> The task:
Return the records from the first line through the line containing "solid #fff;border-radius:50%;background:#1a73e8;box-shadow:0 0", and leave out the pictures.

━━ Extracted data

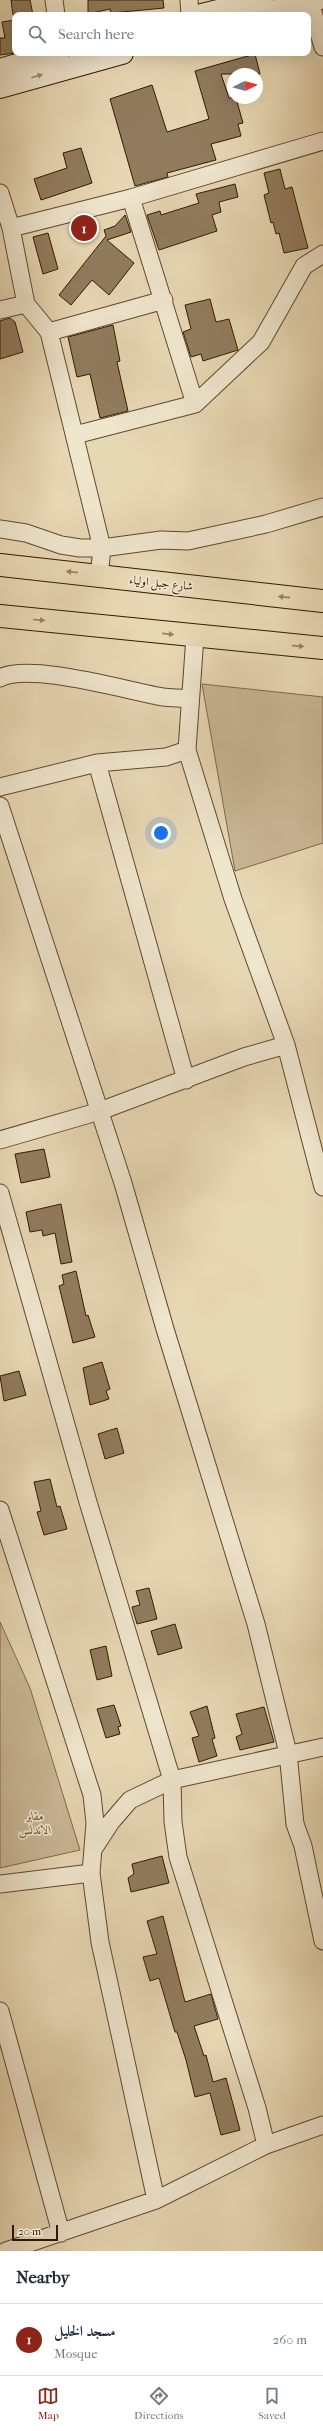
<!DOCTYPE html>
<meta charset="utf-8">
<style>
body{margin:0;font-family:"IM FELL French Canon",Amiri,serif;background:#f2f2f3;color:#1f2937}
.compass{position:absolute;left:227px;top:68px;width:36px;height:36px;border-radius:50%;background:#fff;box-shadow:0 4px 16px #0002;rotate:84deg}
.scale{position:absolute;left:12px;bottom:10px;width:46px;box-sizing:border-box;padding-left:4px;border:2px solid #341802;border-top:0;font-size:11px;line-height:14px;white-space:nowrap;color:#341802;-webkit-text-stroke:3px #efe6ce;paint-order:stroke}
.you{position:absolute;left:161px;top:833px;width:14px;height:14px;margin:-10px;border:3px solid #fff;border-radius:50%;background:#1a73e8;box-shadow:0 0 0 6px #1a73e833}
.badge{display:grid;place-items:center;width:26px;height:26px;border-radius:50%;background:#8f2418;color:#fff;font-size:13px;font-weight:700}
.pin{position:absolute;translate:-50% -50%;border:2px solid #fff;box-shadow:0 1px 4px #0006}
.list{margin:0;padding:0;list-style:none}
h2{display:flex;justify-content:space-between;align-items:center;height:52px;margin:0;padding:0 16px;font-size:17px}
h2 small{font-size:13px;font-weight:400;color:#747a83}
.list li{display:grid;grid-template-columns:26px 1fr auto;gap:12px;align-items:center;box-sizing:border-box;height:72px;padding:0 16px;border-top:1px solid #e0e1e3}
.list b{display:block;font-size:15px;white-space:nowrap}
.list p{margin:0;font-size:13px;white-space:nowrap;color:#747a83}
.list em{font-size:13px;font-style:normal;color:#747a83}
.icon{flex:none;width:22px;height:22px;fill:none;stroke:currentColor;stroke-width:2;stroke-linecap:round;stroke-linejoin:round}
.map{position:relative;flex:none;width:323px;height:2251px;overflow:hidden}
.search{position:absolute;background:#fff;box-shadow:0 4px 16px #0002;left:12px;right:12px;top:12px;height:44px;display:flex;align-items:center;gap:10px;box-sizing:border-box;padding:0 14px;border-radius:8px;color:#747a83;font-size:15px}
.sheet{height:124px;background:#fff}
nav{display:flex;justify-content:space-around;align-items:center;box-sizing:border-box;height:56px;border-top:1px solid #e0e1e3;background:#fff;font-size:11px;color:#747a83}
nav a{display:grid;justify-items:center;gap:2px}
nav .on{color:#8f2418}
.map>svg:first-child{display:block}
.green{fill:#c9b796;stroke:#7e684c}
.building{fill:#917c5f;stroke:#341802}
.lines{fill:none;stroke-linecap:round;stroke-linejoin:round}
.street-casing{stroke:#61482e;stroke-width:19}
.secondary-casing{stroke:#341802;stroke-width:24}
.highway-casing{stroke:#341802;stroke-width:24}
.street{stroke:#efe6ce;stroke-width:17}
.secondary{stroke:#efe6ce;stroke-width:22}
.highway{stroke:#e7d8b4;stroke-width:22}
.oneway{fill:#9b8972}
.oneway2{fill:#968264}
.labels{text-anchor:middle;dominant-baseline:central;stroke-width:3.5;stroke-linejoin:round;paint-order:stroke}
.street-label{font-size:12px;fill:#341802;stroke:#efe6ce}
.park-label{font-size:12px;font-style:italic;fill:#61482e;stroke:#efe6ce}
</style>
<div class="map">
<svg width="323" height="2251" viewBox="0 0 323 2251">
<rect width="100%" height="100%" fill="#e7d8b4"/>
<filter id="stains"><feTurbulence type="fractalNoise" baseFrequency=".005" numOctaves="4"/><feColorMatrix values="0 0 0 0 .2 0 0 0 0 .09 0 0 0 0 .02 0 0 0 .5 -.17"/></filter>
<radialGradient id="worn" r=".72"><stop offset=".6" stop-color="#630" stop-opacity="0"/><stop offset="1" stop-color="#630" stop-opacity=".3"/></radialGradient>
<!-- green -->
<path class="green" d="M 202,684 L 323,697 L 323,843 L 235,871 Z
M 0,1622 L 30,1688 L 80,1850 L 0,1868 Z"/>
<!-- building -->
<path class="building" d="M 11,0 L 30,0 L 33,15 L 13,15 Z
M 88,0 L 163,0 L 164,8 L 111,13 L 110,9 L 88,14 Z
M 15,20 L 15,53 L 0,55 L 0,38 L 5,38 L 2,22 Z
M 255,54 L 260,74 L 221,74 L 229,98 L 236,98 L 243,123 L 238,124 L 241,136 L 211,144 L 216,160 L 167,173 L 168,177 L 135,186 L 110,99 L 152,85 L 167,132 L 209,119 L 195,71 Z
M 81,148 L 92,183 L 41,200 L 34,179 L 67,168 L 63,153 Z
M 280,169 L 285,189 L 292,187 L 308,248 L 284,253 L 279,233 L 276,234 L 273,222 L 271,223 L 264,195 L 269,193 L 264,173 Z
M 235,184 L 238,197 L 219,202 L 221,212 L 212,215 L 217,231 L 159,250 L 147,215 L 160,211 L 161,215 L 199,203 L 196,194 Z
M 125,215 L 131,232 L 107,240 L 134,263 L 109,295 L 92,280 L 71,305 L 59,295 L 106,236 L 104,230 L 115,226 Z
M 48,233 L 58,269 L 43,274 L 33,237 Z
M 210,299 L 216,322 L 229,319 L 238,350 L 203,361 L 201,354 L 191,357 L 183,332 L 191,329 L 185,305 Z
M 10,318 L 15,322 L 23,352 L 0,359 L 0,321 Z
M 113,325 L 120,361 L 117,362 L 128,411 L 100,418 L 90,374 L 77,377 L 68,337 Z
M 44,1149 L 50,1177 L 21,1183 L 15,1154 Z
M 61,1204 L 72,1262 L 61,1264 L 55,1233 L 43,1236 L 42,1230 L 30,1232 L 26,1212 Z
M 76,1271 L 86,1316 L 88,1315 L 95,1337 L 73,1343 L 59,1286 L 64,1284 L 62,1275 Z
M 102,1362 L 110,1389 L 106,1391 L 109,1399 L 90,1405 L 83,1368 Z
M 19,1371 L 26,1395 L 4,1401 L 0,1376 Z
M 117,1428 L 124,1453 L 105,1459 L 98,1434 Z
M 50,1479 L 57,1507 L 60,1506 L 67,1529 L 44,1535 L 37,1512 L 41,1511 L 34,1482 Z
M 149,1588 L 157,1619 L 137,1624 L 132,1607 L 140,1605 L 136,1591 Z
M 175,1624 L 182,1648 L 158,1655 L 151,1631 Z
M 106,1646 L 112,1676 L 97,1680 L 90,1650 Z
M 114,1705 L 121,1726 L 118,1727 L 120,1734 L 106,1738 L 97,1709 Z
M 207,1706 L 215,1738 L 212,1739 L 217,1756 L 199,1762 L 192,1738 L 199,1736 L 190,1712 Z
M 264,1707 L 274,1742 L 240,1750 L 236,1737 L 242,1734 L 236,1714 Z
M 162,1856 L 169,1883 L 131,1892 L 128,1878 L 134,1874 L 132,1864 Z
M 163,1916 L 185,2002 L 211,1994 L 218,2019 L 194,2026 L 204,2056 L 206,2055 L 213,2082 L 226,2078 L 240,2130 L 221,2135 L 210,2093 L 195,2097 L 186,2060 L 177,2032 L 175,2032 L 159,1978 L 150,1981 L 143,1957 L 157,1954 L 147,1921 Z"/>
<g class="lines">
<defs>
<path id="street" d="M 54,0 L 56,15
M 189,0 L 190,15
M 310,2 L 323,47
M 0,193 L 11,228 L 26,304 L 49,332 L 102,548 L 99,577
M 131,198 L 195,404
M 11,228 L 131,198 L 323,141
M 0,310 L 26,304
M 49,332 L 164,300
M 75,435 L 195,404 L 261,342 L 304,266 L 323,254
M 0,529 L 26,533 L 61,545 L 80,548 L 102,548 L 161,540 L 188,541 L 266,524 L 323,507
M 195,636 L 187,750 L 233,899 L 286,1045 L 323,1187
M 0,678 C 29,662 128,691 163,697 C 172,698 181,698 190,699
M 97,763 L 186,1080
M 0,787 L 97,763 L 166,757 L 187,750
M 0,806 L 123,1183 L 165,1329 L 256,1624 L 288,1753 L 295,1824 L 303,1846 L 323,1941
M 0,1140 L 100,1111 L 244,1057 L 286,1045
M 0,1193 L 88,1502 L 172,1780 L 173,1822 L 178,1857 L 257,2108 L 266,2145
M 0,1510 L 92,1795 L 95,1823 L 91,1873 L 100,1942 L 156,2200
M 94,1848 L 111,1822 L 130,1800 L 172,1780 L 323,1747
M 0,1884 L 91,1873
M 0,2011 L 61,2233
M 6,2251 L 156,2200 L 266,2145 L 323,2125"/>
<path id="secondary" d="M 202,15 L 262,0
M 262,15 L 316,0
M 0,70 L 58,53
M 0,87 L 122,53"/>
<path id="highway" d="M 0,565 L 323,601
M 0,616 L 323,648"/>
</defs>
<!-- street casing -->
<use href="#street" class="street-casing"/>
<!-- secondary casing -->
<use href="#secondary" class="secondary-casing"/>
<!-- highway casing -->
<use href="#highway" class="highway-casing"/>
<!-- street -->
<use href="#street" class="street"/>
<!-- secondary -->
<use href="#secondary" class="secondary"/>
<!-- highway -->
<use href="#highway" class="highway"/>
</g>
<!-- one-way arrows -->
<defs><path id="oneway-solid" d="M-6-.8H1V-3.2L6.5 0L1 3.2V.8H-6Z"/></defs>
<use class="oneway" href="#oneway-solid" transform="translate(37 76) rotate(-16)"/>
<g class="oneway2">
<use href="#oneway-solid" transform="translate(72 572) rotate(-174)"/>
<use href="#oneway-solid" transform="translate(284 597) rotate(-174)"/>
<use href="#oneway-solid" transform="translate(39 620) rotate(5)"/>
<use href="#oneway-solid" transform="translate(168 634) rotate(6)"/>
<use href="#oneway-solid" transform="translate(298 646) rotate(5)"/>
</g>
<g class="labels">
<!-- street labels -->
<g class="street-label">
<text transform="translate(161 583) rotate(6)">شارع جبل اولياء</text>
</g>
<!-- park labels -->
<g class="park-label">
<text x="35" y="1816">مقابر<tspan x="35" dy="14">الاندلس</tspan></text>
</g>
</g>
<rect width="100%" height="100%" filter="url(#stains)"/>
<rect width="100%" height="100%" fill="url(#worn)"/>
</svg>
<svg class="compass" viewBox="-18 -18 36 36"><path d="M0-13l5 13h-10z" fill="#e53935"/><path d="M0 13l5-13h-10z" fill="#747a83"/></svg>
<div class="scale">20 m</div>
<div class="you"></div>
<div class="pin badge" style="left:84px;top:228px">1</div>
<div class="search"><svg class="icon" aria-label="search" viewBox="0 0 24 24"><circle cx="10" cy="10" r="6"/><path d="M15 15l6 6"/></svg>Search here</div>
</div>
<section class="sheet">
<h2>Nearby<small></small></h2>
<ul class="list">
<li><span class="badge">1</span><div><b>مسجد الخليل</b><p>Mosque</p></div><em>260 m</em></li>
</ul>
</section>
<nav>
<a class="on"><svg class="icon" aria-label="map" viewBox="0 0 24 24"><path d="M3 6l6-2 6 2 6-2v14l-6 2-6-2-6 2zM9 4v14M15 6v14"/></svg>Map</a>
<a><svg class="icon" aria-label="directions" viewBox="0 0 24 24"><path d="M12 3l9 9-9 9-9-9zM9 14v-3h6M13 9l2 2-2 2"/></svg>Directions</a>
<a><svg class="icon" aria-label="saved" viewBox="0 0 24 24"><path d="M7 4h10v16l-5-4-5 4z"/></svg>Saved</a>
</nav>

━━━━

> Exercise answer:
<!DOCTYPE html>
<meta charset="utf-8">
<style>
body{margin:0;font-family:"IM FELL French Canon",Amiri,serif;background:#f2f2f3;color:#1f2937}
.compass{position:absolute;left:227px;top:68px;width:36px;height:36px;border-radius:50%;background:#fff;box-shadow:0 4px 16px #0002;rotate:84deg}
.scale{position:absolute;left:12px;bottom:10px;width:46px;box-sizing:border-box;padding-left:4px;border:2px solid #341802;border-top:0;font-size:11px;line-height:14px;white-space:nowrap;color:#341802;-webkit-text-stroke:3px #efe6ce;paint-order:stroke}
.you{position:absolute;left:161px;top:833px;width:14px;height:14px;margin:-10px;border:3px solid #fff;border-radius:50%;background:#1a73e8;box-shadow:0 0 0 6px #1a73e833}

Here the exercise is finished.